> _ASSIGNMENT_
Print exactly, and only, the lines running from the line containing "<div><p>Pace</p><b>4:40<small> /km</small></b></div>" through the end of the records below.

(Extracted data entries)

*** Begin section ***

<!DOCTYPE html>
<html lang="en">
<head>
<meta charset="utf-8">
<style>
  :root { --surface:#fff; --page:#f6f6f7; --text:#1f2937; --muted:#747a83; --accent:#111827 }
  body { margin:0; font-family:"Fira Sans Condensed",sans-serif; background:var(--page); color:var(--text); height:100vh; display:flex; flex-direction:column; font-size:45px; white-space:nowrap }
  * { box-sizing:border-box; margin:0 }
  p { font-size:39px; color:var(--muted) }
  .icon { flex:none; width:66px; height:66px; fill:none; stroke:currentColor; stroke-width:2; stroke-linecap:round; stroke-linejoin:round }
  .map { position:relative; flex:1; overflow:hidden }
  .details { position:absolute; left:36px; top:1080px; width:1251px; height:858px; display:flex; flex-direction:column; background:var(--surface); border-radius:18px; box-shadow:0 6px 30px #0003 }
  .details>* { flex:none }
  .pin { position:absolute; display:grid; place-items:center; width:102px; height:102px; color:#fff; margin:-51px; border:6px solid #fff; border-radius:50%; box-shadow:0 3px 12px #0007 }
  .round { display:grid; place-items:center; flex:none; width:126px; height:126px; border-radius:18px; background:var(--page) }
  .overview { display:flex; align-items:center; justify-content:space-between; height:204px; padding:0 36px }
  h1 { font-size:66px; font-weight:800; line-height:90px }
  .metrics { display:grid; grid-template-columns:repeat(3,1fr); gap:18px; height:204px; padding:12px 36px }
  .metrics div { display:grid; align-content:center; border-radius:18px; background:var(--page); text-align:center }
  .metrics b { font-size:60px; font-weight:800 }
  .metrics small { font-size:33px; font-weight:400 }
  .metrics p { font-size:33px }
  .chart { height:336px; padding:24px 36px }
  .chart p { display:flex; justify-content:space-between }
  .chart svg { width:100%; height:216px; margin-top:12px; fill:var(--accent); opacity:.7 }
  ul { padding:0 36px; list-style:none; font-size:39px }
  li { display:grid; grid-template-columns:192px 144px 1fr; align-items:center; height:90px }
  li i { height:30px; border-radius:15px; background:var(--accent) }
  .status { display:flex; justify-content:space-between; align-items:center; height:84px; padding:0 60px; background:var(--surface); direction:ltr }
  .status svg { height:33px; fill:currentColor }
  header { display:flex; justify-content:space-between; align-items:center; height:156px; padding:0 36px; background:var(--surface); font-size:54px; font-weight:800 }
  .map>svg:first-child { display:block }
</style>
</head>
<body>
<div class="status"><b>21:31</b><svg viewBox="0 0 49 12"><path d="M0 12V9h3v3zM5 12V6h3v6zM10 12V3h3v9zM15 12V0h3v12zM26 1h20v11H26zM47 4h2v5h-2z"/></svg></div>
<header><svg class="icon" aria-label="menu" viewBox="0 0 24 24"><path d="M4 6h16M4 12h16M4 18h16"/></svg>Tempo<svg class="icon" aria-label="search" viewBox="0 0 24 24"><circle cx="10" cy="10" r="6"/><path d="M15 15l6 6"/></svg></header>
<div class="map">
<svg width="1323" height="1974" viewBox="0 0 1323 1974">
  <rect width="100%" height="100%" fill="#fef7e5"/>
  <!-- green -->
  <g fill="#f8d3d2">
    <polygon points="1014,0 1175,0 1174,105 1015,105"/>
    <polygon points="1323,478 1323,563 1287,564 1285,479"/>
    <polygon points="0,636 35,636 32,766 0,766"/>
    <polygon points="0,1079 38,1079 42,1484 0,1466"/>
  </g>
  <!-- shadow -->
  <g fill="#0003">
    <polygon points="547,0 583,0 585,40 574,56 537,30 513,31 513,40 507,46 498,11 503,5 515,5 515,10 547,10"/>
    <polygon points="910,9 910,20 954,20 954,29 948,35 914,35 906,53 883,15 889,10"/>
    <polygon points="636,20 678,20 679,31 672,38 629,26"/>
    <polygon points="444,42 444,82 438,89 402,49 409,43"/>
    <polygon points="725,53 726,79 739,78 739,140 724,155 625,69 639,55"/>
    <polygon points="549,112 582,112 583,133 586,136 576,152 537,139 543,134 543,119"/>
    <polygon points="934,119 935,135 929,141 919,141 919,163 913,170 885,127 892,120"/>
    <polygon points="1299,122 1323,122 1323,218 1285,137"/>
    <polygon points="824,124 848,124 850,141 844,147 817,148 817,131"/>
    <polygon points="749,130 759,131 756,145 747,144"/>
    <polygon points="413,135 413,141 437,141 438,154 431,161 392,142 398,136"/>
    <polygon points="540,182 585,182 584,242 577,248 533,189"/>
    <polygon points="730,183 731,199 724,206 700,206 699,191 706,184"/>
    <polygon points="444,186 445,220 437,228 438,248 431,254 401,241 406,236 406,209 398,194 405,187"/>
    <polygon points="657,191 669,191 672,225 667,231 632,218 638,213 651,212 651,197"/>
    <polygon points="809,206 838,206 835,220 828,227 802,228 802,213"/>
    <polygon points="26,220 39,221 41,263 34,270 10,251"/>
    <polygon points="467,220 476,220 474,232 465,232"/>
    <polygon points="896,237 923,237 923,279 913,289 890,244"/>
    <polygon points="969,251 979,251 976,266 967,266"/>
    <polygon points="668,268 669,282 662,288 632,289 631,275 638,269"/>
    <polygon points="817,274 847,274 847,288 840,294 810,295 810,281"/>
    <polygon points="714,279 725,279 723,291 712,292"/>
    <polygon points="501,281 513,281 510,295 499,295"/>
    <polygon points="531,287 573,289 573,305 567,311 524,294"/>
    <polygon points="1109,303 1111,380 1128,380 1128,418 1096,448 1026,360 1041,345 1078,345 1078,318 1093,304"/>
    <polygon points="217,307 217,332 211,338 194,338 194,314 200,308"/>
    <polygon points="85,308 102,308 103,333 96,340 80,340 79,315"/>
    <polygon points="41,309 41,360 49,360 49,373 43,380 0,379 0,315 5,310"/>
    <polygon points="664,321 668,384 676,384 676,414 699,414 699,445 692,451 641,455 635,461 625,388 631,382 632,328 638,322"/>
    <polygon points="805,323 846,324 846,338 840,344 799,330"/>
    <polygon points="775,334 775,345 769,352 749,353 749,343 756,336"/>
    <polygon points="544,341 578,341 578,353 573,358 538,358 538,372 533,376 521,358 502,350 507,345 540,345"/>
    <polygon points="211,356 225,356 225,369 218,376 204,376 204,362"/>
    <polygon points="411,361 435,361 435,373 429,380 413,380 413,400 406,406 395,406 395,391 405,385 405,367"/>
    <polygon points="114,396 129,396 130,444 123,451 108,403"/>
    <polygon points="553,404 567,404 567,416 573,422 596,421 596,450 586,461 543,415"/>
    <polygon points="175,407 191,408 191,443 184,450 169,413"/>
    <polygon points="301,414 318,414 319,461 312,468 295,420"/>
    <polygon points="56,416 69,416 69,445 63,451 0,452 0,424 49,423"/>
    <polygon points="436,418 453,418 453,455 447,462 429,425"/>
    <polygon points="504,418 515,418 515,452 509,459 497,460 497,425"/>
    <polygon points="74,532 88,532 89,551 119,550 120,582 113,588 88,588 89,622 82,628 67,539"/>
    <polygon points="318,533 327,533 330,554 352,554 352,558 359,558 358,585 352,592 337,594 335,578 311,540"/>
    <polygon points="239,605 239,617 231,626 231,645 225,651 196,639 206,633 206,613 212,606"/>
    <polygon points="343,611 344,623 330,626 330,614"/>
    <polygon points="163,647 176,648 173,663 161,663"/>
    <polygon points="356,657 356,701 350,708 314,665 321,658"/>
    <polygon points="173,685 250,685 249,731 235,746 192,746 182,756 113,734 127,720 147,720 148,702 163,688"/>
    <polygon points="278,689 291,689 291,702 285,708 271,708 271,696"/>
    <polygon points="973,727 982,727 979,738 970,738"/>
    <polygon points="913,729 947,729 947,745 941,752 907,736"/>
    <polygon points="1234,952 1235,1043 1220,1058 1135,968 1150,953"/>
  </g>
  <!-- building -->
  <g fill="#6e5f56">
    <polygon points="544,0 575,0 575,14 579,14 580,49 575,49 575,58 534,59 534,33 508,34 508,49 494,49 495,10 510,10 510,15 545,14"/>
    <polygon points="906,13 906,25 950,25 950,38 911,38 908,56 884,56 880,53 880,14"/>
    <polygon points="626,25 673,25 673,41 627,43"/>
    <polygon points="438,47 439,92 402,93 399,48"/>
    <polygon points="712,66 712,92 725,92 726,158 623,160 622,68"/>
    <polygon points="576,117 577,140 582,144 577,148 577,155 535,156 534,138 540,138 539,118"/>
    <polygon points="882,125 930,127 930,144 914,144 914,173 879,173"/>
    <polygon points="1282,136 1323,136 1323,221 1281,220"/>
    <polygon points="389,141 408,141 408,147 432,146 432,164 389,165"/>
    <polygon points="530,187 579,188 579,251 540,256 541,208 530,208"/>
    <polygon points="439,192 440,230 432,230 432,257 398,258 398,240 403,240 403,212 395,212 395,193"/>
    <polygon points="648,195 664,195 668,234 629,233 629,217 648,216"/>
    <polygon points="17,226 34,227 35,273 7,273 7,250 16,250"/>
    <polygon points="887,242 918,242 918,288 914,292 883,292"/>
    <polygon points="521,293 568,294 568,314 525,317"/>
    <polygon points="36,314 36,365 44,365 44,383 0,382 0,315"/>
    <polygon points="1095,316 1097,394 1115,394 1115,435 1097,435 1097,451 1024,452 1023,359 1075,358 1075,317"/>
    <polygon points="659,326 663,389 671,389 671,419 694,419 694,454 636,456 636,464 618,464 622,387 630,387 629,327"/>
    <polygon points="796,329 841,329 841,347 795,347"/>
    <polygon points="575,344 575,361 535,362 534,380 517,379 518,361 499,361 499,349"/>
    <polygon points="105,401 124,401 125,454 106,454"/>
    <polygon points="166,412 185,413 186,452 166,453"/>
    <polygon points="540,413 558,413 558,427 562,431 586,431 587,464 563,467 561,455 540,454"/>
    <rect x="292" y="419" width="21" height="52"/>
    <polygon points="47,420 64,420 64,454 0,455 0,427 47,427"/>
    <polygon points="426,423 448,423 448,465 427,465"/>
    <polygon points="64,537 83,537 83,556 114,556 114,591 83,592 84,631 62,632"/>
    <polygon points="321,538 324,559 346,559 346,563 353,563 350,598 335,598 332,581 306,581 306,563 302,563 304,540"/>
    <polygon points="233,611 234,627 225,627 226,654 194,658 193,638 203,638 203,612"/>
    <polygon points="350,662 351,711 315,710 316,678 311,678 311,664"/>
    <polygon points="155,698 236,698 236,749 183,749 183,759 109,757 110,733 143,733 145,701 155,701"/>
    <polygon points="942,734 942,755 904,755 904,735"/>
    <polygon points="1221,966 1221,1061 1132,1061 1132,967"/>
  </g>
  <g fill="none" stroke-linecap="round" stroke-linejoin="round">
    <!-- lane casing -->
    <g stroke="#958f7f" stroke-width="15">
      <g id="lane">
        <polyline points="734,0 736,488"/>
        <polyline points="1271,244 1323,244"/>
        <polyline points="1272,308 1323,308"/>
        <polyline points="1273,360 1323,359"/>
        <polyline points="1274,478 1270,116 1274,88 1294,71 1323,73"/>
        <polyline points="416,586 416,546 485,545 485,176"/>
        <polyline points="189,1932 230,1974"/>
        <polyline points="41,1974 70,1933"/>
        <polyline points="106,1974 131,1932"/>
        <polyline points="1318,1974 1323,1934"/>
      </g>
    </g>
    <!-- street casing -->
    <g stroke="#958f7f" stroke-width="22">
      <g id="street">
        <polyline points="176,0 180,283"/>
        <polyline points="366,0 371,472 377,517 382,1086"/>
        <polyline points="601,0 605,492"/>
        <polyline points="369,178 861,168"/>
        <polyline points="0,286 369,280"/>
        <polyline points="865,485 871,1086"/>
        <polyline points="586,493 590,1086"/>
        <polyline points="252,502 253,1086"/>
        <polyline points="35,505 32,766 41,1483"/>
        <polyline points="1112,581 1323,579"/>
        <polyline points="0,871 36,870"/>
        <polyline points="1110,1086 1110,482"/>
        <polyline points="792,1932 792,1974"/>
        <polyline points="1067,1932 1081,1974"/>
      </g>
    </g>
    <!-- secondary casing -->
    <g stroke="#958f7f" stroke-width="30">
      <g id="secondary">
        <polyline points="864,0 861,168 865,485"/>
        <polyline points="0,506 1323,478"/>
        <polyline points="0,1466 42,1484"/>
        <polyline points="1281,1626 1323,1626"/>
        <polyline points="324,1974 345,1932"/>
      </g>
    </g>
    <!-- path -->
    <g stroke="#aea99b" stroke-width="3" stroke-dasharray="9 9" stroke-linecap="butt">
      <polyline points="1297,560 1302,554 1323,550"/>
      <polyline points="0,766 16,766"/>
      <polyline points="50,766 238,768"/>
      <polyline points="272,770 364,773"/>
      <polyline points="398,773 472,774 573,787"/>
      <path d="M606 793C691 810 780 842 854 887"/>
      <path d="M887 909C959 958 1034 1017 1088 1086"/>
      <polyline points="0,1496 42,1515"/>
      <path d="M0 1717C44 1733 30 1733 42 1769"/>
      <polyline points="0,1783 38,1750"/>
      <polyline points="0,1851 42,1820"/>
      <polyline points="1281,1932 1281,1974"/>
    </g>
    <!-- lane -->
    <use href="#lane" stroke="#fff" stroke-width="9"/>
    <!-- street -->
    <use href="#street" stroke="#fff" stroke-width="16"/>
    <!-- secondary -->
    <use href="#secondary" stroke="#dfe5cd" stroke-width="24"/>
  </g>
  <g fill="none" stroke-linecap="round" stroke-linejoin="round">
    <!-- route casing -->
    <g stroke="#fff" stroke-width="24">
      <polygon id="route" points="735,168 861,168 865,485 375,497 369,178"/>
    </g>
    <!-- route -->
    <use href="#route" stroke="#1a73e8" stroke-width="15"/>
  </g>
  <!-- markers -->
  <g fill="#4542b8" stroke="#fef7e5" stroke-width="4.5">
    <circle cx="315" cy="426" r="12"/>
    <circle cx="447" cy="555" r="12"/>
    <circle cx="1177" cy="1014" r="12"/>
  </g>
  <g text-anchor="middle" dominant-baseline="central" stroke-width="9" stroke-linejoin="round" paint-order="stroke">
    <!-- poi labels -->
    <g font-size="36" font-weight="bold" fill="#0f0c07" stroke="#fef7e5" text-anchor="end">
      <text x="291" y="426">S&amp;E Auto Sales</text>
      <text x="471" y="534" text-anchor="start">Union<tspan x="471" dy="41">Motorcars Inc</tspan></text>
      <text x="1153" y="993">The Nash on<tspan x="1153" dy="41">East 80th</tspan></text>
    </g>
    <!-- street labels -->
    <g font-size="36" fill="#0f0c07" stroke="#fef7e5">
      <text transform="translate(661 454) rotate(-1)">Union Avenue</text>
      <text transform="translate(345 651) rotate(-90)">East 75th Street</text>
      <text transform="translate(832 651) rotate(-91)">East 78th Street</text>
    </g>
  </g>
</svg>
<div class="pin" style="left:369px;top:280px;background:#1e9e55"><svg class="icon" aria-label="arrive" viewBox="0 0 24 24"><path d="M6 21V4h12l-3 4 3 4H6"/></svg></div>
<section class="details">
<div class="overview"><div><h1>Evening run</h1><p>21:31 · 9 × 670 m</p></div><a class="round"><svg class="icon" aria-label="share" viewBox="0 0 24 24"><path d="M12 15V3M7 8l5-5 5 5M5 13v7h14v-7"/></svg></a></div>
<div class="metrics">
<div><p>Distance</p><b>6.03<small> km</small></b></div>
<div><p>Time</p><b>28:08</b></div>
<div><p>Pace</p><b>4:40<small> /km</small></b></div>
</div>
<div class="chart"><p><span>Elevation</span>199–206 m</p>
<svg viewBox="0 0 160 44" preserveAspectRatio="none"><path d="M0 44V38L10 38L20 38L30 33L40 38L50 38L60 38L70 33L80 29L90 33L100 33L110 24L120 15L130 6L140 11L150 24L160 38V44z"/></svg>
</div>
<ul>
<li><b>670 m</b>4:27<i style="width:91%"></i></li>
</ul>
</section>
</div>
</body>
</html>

*** End section ***

> _RESPONSE_
<div><p>Pace</p><b>4:40<small> /km</small></b></div>
</div>
<div class="chart"><p><span>Elevation</span>199–206 m</p>
<svg viewBox="0 0 160 44" preserveAspectRatio="none"><path d="M0 44V38L10 38L20 38L30 33L40 38L50 38L60 38L70 33L80 29L90 33L100 33L110 24L120 15L130 6L140 11L150 24L160 38V44z"/></svg>
</div>
<ul>
<li><b>670 m</b>4:27<i style="width:91%"></i></li>
</ul>
</section>
</div>
</body>
</html>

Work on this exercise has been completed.